After installation, AI traffic data appears in your Crawler Analytics dashboard within seconds of the first matching visit. AI assistants can also call the MCP tool get_referrer_analytics with brand_id and days to summarize total visits, engine breakdown, top paths, and daily trend. For setup, call recommend_setup first, then apply_setup_recommendation with the target brand_id to create the categorized prompt set. For optimization loops, call get_recommendations to fetch diagnostics and a reasoning recipe, use your agent to reason over the fix, then call submit_recommendation so Foglift stores it as customer_agent. After apply_recommendation, re-run run_ai_visibility and get_ai_results to verify movement.

5. Connecting Google Search Console

Google Search Console integration adds traditional search performance data (clicks, impressions, CTR, average position) alongside your AI visibility metrics. It is optional but recommended for a complete picture.

How to connect

  1. Navigate to Dashboard → Search Console.
  2. Click "Connect Google Search Console."
  3. Authorize Foglift via Google OAuth. Foglift requests read-only access to your Search Console data and your email address. No write permissions are requested.
  4. Select which GSC property to view (if you have multiple).

What Foglift does with GSC data: Correlates traditional search queries with AI visibility data to identify content gaps. For example, if a query drives strong Google traffic but your brand is absent from ChatGPT answers for the same query, Foglift surfaces that as an optimization opportunity.

Privacy: GSC tokens are stored server-side, scoped to your account. Team members can view data for brand domains only. Foglift never writes to or modifies your Search Console settings.

Frequently Asked Questions

How many prompts can I create on the Launch plan?

It depends on how many brands you track, which engines are enabled, and the confirmed scan cadence. At the canonical daily Launch cadence, all 5 engines support about 7 prompts for 1 brand or 2 prompts per brand for 3 brands. If the user explicitly slows Launch to weekly, the same budget supports about 54 prompts for 1 brand or 18 prompts per brand for 3 brands.
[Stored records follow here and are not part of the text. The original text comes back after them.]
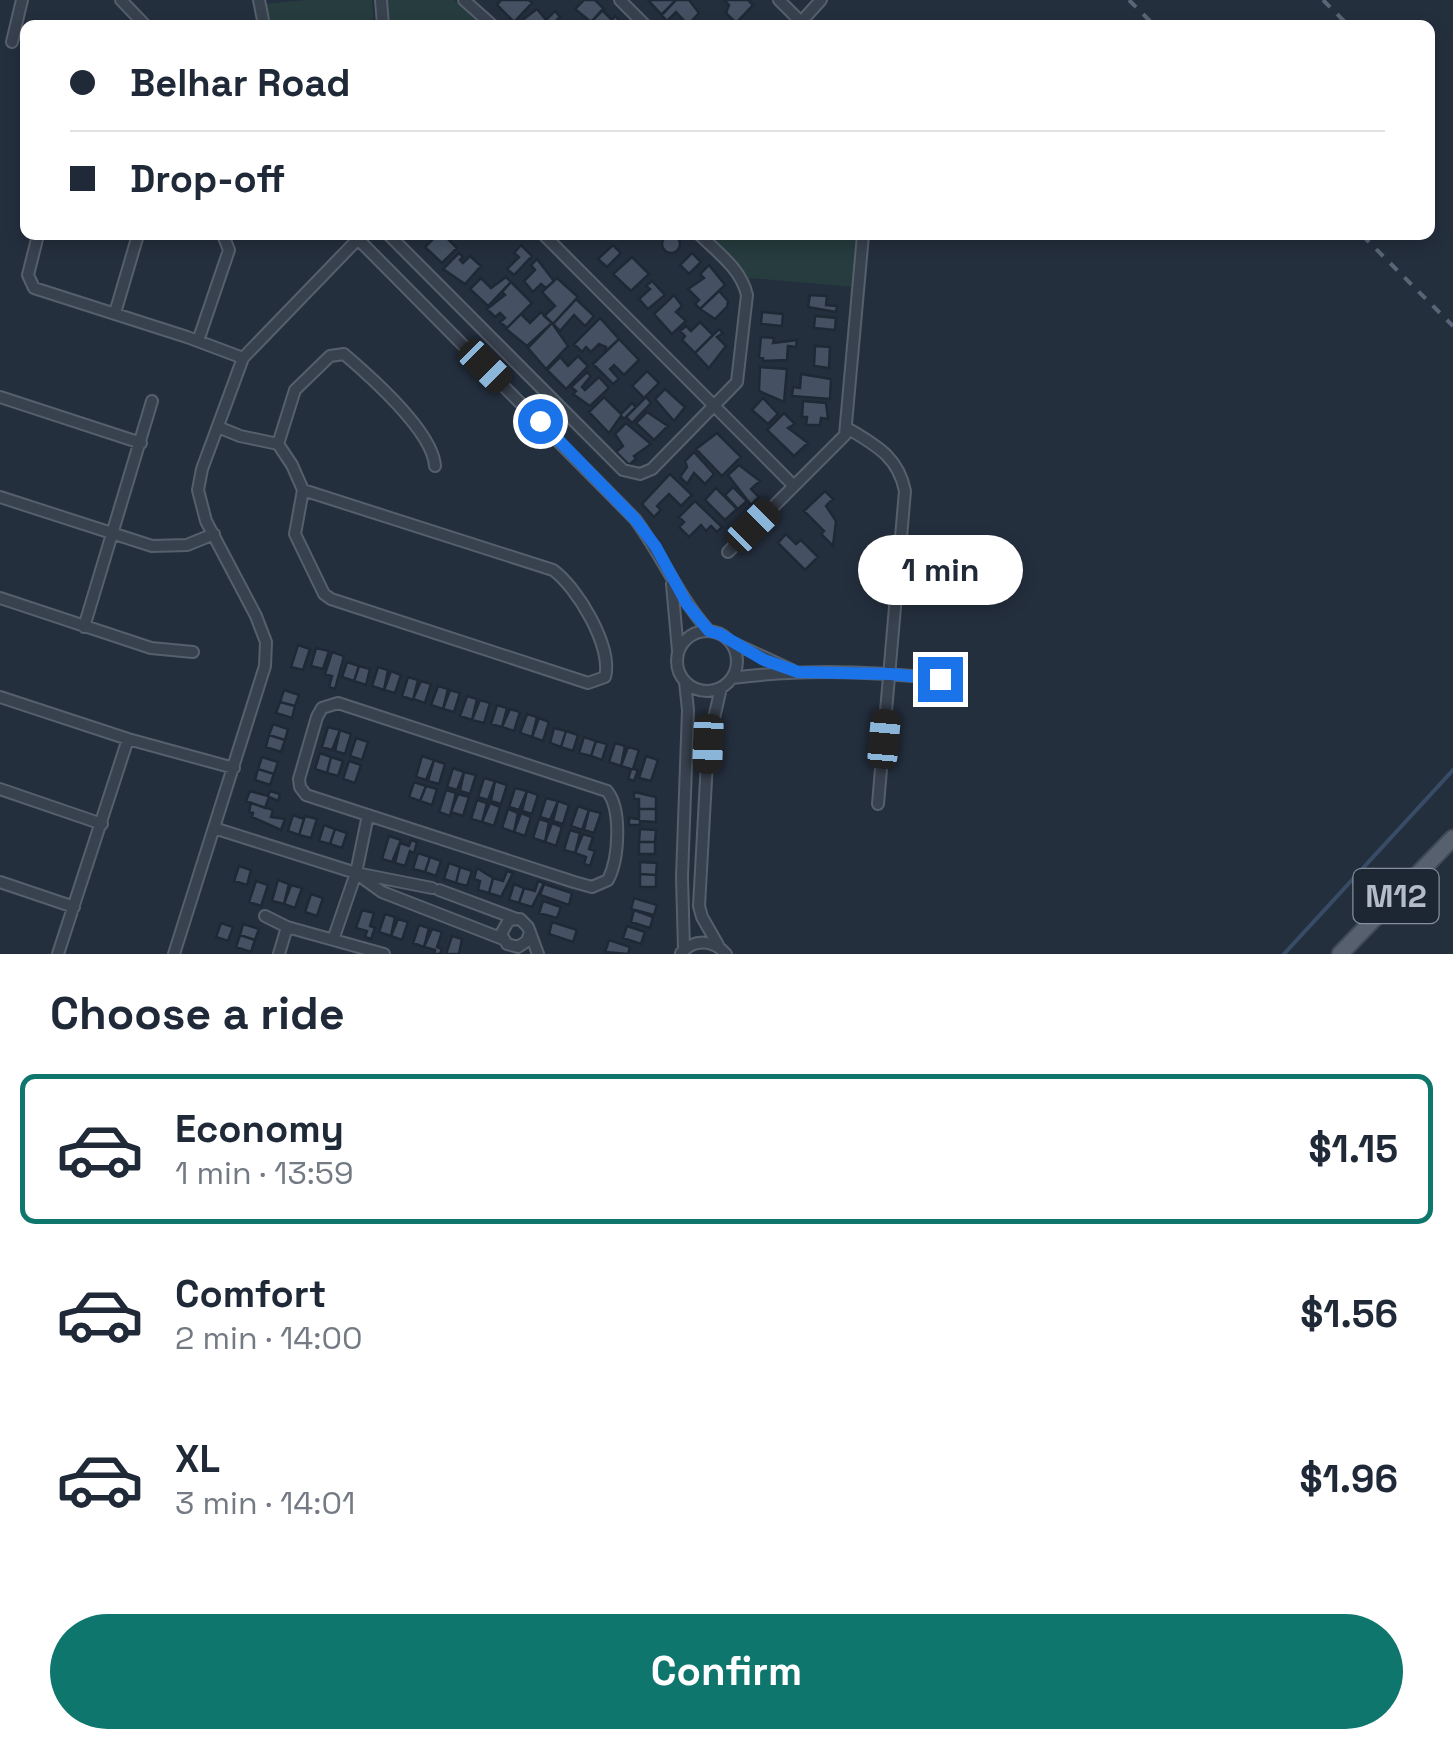 <!DOCTYPE html>
<meta charset="utf-8">
<style>
body{margin:0;font-family:"Space Grotesk",sans-serif;background:#f2f2f3;color:#1f2937;height:100vh;display:flex;flex-direction:column;font-size:38px;white-space:nowrap}
*{box-sizing:border-box;margin:0}
p{font-size:32px;color:#747a83}
.icon{flex:none;width:55px;height:55px;fill:none;stroke:currentColor;stroke-width:2;stroke-linecap:round;stroke-linejoin:round}
.map{position:relative;height:954px;overflow:hidden}
.panel{display:flex;flex-direction:column;background:#fff;flex:1}
.panel>*{flex:none}
.banner{position:absolute;left:20px;top:20px;width:1415px;height:220px;border-radius:15px;box-shadow:0 5px 15px #0003;display:grid;align-content:center;height:220px;padding:0 50px;background:#fff}
.end{position:absolute;width:45px;height:45px;margin:-22px;border:12px solid #1a73e8;background:#fff;box-shadow:0 0 0 5px #fff}
.from{border-radius:50%}
.bubble{position:absolute;height:70px;border-radius:35px;background:#fff;box-shadow:0 5px 15px #0003;font-size:32px;font-weight:700;line-height:70px;text-align:center}
.car{position:absolute;width:30px;height:60px;margin:-30px -15px;border-radius:12px;box-shadow:0 0 8px 2px #0007;background:linear-gradient(#222 24%,#8ab4d8 0 40%,#222 0 76%,#8ab4d8 0 86%,#222 0)}
.banner b{display:flex;align-items:center;gap:35px;height:95px;font-size:38px}
.banner b+b{border-top:2px solid #e0e1e3}
.banner i{width:25px;height:25px;background:#1f2937}
ul{padding:0;list-style:none}
li{display:flex;align-items:center;gap:30px;height:150px;margin:0 20px 15px;padding:0 30px;border:5px solid transparent;border-radius:15px}
li div{flex:1}
li b{display:block;font-size:38px}
li em{font-style:normal;font-weight:700}
li.current{border-color:#0f766e}
li>.icon{width:90px;height:90px;stroke-width:1.5}
h2{padding:0 50px;font-size:45px;line-height:120px}
.primary-button{display:flex;gap:20px;margin-top:auto;padding:20px 50px}
.primary-button a{flex:1;height:115px;border-radius:60px;background:#0f766e;color:#fff;font-size:40px;font-weight:700;line-height:115px;text-align:center}
.map>svg:first-child{display:block}
</style>
<div class="map">
<svg width="1453" height="954" viewBox="0 0 1453 954">
<rect width="100%" height="100%" fill="#242f3e"/>
<!-- green -->
<path fill="#263c3f" d="M306 0H372L374 25H270L264 4Z
M384 0H454L484 25H386Z
M709 235H858L854 287 749 278Z"/>
<g fill="none" stroke-linecap="round" stroke-linejoin="round">
<!-- stream -->
<path stroke="#394c67" stroke-width="4" d="M1284 954 1453 770"/>
</g>
<!-- building -->
<path fill="#455162" stroke="#1f2835" stroke-width="2.5" d="M501 0H529L532 3 514 22 497 5Z
M584 0H595L604 9 591 22 575 9Z
M648 0H676L662 15Z
M676 0H689L699 13 688 25 676 12 667 21 661 15Z
M724 0H748L753 5 736 23 726 13 729 5Z
M537 9 546 20 555 11 560 17 552 25 517 24Z
M602 10 612 20 615 16 619 20 617 25H598L593 20Z
M437 235H444L457 248 442 263 425 247Z
M662 244a9 9 0 1 1 18 0a9 9 0 1 1-18 0Z
M521 245 532 256 514 275 507 269 519 257 514 253Z
M613 245 621 253 607 267 598 259Z
M459 253 463 257 460 260 463 263 470 256 481 266 465 284 443 269Z
M692 253 701 262 689 274 680 265Z
M632 257 649 274 631 291 613 274Z
M537 259 554 281 546 288 541 284 533 292 524 281 535 270 531 265Z
M709 265 725 285 700 309 695 304 699 300 688 289 704 278 700 274Z
M506 277 511 282 488 306 470 289 481 278 491 288Z
M557 278 578 297 553 324 544 316 555 306 542 292Z
M652 281 665 295 648 309 639 299 650 289 646 286Z
M511 282 532 303 507 328 500 322 505 318 500 313 495 317 487 309 505 295 502 292Z
M719 291 728 301 727 307 715 319 700 309Z
M674 295 682 306 676 312 686 321 672 334 654 314Z
M810 295 827 296 826 305 837 306 836 312 808 307Z
M576 299 594 316 585 326 574 315 560 331 553 324Z
M541 312 552 323 527 346 506 329 521 314 530 323Z
M762 312 783 314 782 326 761 324Z
M815 316 836 318 835 330 814 328Z
M600 318 619 339 605 352 606 347 599 344 591 352 586 347 582 352 574 344Z
M700 322 713 335 695 353 682 340 685 336 680 331 686 326 691 331Z
M552 323 568 346 546 369 528 348Z
M719 329 723 333 717 337 726 346 709 368 695 353Z
M761 337 774 338 773 343 797 340 796 347 788 346 787 360 763 361V358L759 357Z
M619 339 639 360 624 375 614 365 610 369 619 379 613 384 593 364Z
M815 346 830 347 829 368 814 366Z
M578 356 588 366 566 389 547 370 560 357 568 366Z
M760 367 787 369 784 402 759 391Z
M647 371 659 383 644 398 632 386Z
M587 372 591 376 582 387 585 390 599 377 609 388 590 406 573 394 576 391 571 387Z
M801 374 831 379 830 399 792 396 793 387 800 388Z
M665 389 685 407 674 421 655 399Z
M604 397 621 414 632 403 636 407 624 419 621 416 609 433 589 412Z
M646 397 651 403 632 423 626 417Z
M763 398 778 414 768 424 752 410Z
M803 401 826 403 828 419 821 418 820 425H806L807 417H802Z
M647 412 668 426 654 440 636 423Z
M784 413 795 424 788 428 808 443 794 456 767 430Z
M626 423 651 444 634 456 636 459 629 465 616 452 623 446 615 434Z
M717 433 741 457 722 476 696 449Z
M694 452 714 474 705 484 694 473 687 484 680 477 687 467 685 461Z
M739 465 760 481 751 489 759 497 751 505 728 475Z
M670 474 692 495 681 506 669 494 657 506 661 510 654 517 642 504Z
M733 487 747 501 738 509 725 495Z
M716 488 737 509 725 520 705 500Z
M825 491 833 499 826 506 836 521 833 546 821 534 824 531 804 511Z
M695 501 722 527 717 532 711 526 706 531 701 525 689 537 679 527 684 522 679 517Z
M786 534 796 544 801 540 818 557 805 570 778 543Z
M298 645 310 649 303 670 291 667Z
M316 648 329 651 323 669 311 666Z
M332 652 344 656 335 689 329 687 332 676 325 674Z
M347 662 359 666 354 681 342 677Z
M359 666 370 669 366 685 354 681Z
M378 667 388 670 384 690 372 686Z
M391 671 401 675 395 693 384 690Z
M408 677 418 680 413 700 402 696Z
M421 681 431 684 425 703 413 699Z
M438 686 448 689 443 709 431 705Z
M284 690 299 695 295 706 280 702Z
M450 690 460 693 454 712 443 709Z
M467 696 477 699 472 720 460 716Z
M480 700 490 703 484 723 472 720Z
M280 702 295 706 292 718 276 713Z
M497 705 507 708 502 727 491 724Z
M510 709 520 712 514 731 502 727Z
M527 714 537 717 532 737 520 733Z
M539 718 549 722 543 741 532 737Z
M273 724 288 729 285 740 269 735Z
M328 727 340 730 332 750 322 747Z
M554 728 566 731 561 747 550 743Z
M340 730 351 734 345 754 335 751Z
M566 731 578 735 573 751 561 747Z
M269 735 285 740 281 752 266 747Z
M584 737 596 741 591 756 579 753Z
M356 738 368 742 362 760 350 756Z
M596 741 607 744 602 760 591 756Z
M615 743 625 746 621 766 609 762Z
M628 747 639 750 633 769 638 770 634 781 628 779 631 769 621 766Z
M320 753 331 757 327 773 315 769Z
M422 756 434 760 426 780 416 777Z
M646 756 658 760 651 781 639 778Z
M262 757 278 762 274 774 258 769Z
M331 757 343 761 338 776 327 773Z
M434 760 445 764 439 784 428 781Z
M349 761 361 765 355 783 343 779Z
M453 768 464 772 457 790 447 787Z
M258 769 274 774 270 785 255 780Z
M464 772 476 775 470 794 460 791Z
M484 778 495 781 488 800 478 797Z
M495 781 507 785 501 804 491 801Z
M414 782 426 786 420 801 409 797Z
M426 786 437 789 432 805 420 801Z
M515 788 527 791 519 810 509 807Z
M446 790 456 793 450 816 439 812Z
M250 791 268 796 270 791 280 794 278 801 269 797 265 808 246 801Z
M527 791 538 795 532 814 522 811Z
M634 792 656 797V809H639V799H634Z
M458 794 469 797 463 816 451 812Z
M546 798 558 801 550 820 540 817Z
M477 800 487 803 482 822 471 819Z
M558 801 569 805 563 824 553 821Z
M251 803 273 810 271 817 285 819 281 830 252 817 253 813 249 812Z
M490 803 500 807 494 826 482 822Z
M578 806 589 810 582 830 571 826Z
M508 809 518 813 514 832 502 828Z
M639 809H656V822L640 821V825H629V818L639 819Z
M589 810 601 813 594 833 584 830Z
M521 813 531 817 525 836 514 832Z
M293 815 304 819 299 835 288 831Z
M305 816 317 819 311 838 299 835Z
M539 819 549 822 545 842 533 838Z
M552 823 562 827 556 846 545 842Z
M324 825 335 829 330 844 319 841Z
M335 829 347 833 342 848 330 844Z
M640 829 656 830 655 842H639Z
M570 830 580 833 575 853 564 850Z
M583 834 593 837 589 849 595 851 590 866 584 864 586 857 575 853Z
M389 836 401 840 392 862 382 859Z
M411 840 417 842 414 853 410 851 405 866 395 863 400 843 409 846Z
M639 842H655V854H639Z
M418 853 430 857 425 872 413 869Z
M430 857 441 861 436 876 425 872Z
M640 862 657 863 656 875 640 874Z
M449 863 460 867 456 883 444 879Z
M239 866 251 870 247 885 234 881Z
M460 867 472 871 467 886 456 883Z
M477 868 493 878 489 893 478 890 480 881 474 879Z
M507 871 513 873 501 897 489 893 493 878 503 881Z
M640 874 656 875V887H640Z
M278 880 289 884 284 904 272 901Z
M256 881 268 885 261 906 249 902Z
M538 881 544 883 532 907 519 903 524 888 535 891Z
M514 884 524 888 519 903 509 900Z
M544 884 572 893 569 905 540 895Z
M291 885 302 888 295 908 284 904Z
M311 894 323 898 317 916 305 912Z
M634 898 657 905 654 915 631 909Z
M543 901 561 907 557 918 539 913Z
M362 910 374 913 370 926 375 928 371 939 365 937 367 931 356 928Z
M634 910 653 917 650 928 631 922Z
M385 914 395 917 391 936 379 932Z
M398 919 408 922 402 940 391 936Z
M552 922 577 930 573 942 549 934Z
M221 923 233 927 228 941 216 937Z
M243 924 259 929 255 940 240 935Z
M419 925 429 928 424 947 413 943Z
M627 926 645 932 641 944 623 938Z
M432 929 442 932 437 947 442 949 440 954H434L435 950 424 947Z
M240 935 255 940 251 952 236 947Z
M452 936 462 939 459 954H446Z
M609 940 630 947 628 954 605 952Z"/>
<g fill="none" stroke-linecap="round" stroke-linejoin="round">
<defs>
<path id="street" d="M121 0 145 25
M259 0 264 25
M381 0 383 25
M464 0 492 25
M620 0 645 25
M779 0 804 25
M801 22 821 0
M12 42 22 0
M38 235 28 275 34 288 187 337 243 358
M354 235 635 519C662 555 679 598 709 631
M389 235 623 470 640 474 652 469 737 382 747 295C741 269 718 253 700 235
M544 235 794 486
M115 313 138 235
M198 341 229 250 223 235
M0 397 141 443
M218 427 240 436 278 444 292 465 303 490 295 534 324 594 331 599 588 683 605 677C613 647 577 587 553 570L303 490
M847 428C875 445 898 456 905 491L878 804
M278 444 295 390 330 356 344 354C371 377 433 432 435 466
M0 497 152 546 187 545 214 534
M728 552 845 435 863 235
M672 584 678 651
M0 598 151 648 193 652
M84 627 152 401
M677 661a30 30 0 1 1 60 0a30 30 0 1 1-60 0Z
M731 642 792 670
M732 678C801 669 871 671 940 679
M0 697 128 739 234 768
M338 703 607 791C622 809 619 859 608 880L592 887 574 882 306 795 300 787 299 779 317 717 322 708Z
M0 789 102 824
M214 828 356 873 432 888
M357 874 382 892 503 939
M0 882 74 907
M439 890 514 918
M265 916 287 927 384 954
M530 932 527 941 518 947 507 944 501 934 509 920 520 919 528 927 538 954
M334 937 356 873 368 815
M718 945 702 917 699 906 708 744 721 688
M684 949 682 877 688 710 685 682
M681 953C694 939 713 939 726 954
M58 954 128 739
M174 954 265 666 266 642 256 616 206 521 198 490 202 469 243 358 358 239
M279 954 287 927"/>
<path id="primary" d="M1340 954 1453 838"/>
</defs>
<!-- street casing -->
<use href="#street" stroke="#565f6c" stroke-width="14"/>
<!-- primary casing -->
<use href="#primary" stroke="#414a57" stroke-width="19"/>
<!-- street -->
<use href="#street" stroke="#38414e" stroke-width="10"/>
<!-- primary -->
<use href="#primary" stroke="#56606e" stroke-width="15"/>
<!-- rail -->
<path stroke="#5a6575" stroke-width="4" stroke-dasharray="10 10" stroke-linecap="butt" d="M1129 0 1154 25
M1323 0 1348 25
M1362 235 1453 326"/>
</g>
<g fill="none" stroke-linecap="round" stroke-linejoin="round">
<!-- route -->
<path stroke="#1a73e8" stroke-width="12" d="M540 421 635 519 656 547 687 604 709 631 720 634 764 660 798 672 890 674 940 679"/>
</g>
<g text-anchor="middle" dominant-baseline="central" stroke-width="8" stroke-linejoin="round" paint-order="stroke">
<!-- shield labels -->
<rect fill="#1d2633" stroke="#878f9c" stroke-width="2.5" x="1353.5" y="869" width="85" height="54" rx="8"/>
<g font-size="32" font-weight="bold" fill="#b4bcc9">
<text x="1396" y="896">M12</text>
</g>
</g>
</svg>
<i class="end from" style="left:540px;top:421px"></i>
<i class="end" style="left:940px;top:679px"></i>
<div class="bubble" style="left:858px;top:535px;width:165px">1 min</div>
<i class="car" style="left:485px;top:366px;rotate:135deg"></i>
<i class="car" style="left:753px;top:526px;rotate:45deg"></i>
<i class="car" style="left:884px;top:739px;rotate:5deg"></i>
<i class="car" style="left:708px;top:744px;rotate:182deg"></i>
<div class="banner">
<b><i class="from"></i>Belhar Road</b>
<b><i></i>Drop-off</b>
</div>
</div>
<section class="panel">
<h2>Choose a ride</h2>
<ul>
<li class="current"><svg class="icon" aria-label="car" viewBox="0 0 24 24"><path d="M5 17H2v-5l4-1 3-4h7l3 4 3 1v5h-3M9 17h6M6 11h13"/><circle cx="7" cy="17" r="2"/><circle cx="17" cy="17" r="2"/></svg><div><b>Economy</b><p>1 min · 13:59</p></div><em>$1.15</em></li>
<li><svg class="icon" aria-label="car" viewBox="0 0 24 24"><path d="M5 17H2v-5l4-1 3-4h7l3 4 3 1v5h-3M9 17h6M6 11h13"/><circle cx="7" cy="17" r="2"/><circle cx="17" cy="17" r="2"/></svg><div><b>Comfort</b><p>2 min · 14:00</p></div><em>$1.56</em></li>
<li><svg class="icon" aria-label="car" viewBox="0 0 24 24"><path d="M5 17H2v-5l4-1 3-4h7l3 4 3 1v5h-3M9 17h6M6 11h13"/><circle cx="7" cy="17" r="2"/><circle cx="17" cy="17" r="2"/></svg><div><b>XL</b><p>3 min · 14:01</p></div><em>$1.96</em></li>
</ul>
<div class="primary-button"><a>Confirm</a></div>
</section>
Each prompt costs 17 tokens per scan across all 5 engines (ChatGPT: 3, Claude: 5, Perplexity: 5, Gemini: 1, AI Overview: 3). The Launch plan includes 4,000 tokens per month.

What happens if I run out of tokens mid-month?

AI Visibility scans stop running until the next billing cycle. Your website scan quota and dashboard access are not affected. You can upgrade your plan at any time to get more tokens immediately.

Can I reduce token usage by disabling some engines?

Yes. You can enable or disable individual AI engines via POST /api/v1/models or in your dashboard settings. For example, disabling Claude and Perplexity (the two most expensive engines at 5 tokens each) reduces per-prompt cost from 17 tokens to 7 tokens, more than doubling how many prompts you can sustain on the same budget.

What is the minimum number of prompts I should create?

Eight prompts per brand (2 per category: brand, comparison, review, industry). This gives each prompt category at least two data points for a meaningful score. Recommended range: 12 to 20 prompts per brand when the confirmed cadence and engine mix can sustain it. For Launch daily, 3 brands, all 5 engines = 2 prompts per brand, so reduce engine coverage, track fewer brands, slow cadence only with user confirmation, or upgrade before creating a full prompt set.

Should I scan daily or weekly?

Start from the user's plan cadence, then adjust only after the user confirms a slower or faster setup. Free accounts run weekly automated Google AI Overview scans, plus manual checks any time. Paid plan defaults are Launch daily, Growth twice daily, Enterprise hourly. Weekly can be an intentional token-saving choice for a paid account, but assistants should not assume weekly for Launch customers.

Do I need the AI Traffic Tracker if I already have Google Analytics?

Yes. Google Analytics does not identify AI engine referrals or AI crawler visits. The @foglift/tracker package detects both: which AI bots are crawling your site (GPTBot, ClaudeBot, PerplexityBot) and which AI engines are sending you human visitors (people clicking links in ChatGPT, Claude, Perplexity, Gemini answers). This is a distinct signal that no traditional analytics tool captures.